While it isn’t the best idea, you can write your posts in good text editor or word processor, if you have turned off all the curly character quotes and apostrophes and other tweaks that will mess up the text when you post it. Then copy and paste them into the Write Post panel and add your images and other details. This will free you up from the hassles of writing on a browser.

I’d like to know what some of your suffering has been when using online blogs and editing in a web page. How do you protect yourself from your own screaming, hair pulling moments? Have you found some tricks to recover when things go screwy?
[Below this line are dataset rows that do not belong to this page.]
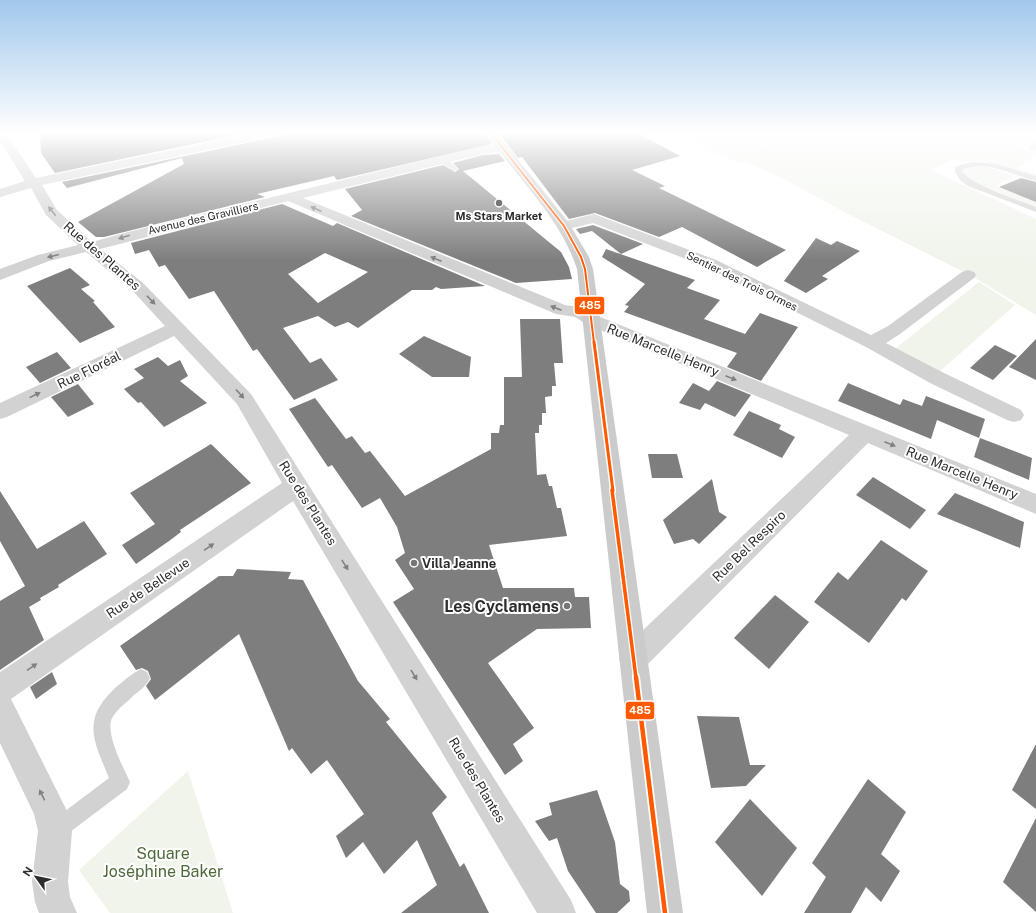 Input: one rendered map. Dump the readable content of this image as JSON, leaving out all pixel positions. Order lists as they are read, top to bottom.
{
  "streets": {
    "street": [
      "Avenue des Gravilliers",
      "Rue des Plantes",
      "Sentier des Trois Ormes",
      "Rue Marcelle Henry",
      "Rue Floréal",
      "Rue Bel Respiro",
      "Rue de Bellevue"
    ]
  },
  "crossings": [
    ["Avenue des Gravilliers", "Rue des Plantes"],
    ["Avenue des Gravilliers", "Rue Marcelle Henry"],
    ["Rue des Plantes", "Rue Floréal"],
    ["Rue des Plantes", "Rue de Bellevue"],
    ["Rue Marcelle Henry", "Rue Bel Respiro"]
  ],
  "one_way": ["Avenue des Gravilliers", "Rue des Plantes", "Rue de Bellevue"],
  "parks": ["Square Joséphine Baker"],
  "places": ["Ms Stars Market", "Villa Jeanne", "Les Cyclamens"],
  "lines": ["transit line 485"],
  "north": "top left"
}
Share your stories.

Update: If you are using Firefox, which I can’t recommend enough, the Firefox Extension Session Saver saves your open tabs so you can instantly open up everything you had open in Firefox after a crash. You can even save sessions of open tabs so you can restore them at any time. They have also added a Textsaver feature that will save everything you are typing in any textarea boxes, forms or frames. Awesome. Firefox just keeps getting better!
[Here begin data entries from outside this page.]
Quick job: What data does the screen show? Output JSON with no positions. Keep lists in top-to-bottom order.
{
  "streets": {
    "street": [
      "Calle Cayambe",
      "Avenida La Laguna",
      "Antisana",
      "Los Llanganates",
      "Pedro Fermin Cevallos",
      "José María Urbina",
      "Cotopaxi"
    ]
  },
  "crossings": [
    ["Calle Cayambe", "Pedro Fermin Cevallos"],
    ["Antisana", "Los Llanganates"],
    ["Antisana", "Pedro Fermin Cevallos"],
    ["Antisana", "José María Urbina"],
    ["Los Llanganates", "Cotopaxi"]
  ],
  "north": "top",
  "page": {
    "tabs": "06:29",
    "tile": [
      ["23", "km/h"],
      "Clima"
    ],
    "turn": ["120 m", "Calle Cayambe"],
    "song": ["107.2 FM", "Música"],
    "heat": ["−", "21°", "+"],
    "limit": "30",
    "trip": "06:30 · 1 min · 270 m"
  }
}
WordPressMU developers are also looking into a little wordpress.com bug with Firefox Session Saver. If you have the Write Post panel open at the time you either close Firefox or your computer crashes, when Session Saver reloads the tabs, including the wordpress.com blank Write Post panel, the date will be spread across the Password Portect Post, Post Slug, Categories, and Date. Open and check those textarea boxes before you write in that panel and save the post. Otherwise, after the post has been saved, you will see it marked as a Password Protected post. The password is usually 2005, or whatever year this is. Hopefully, this will be figured out soon.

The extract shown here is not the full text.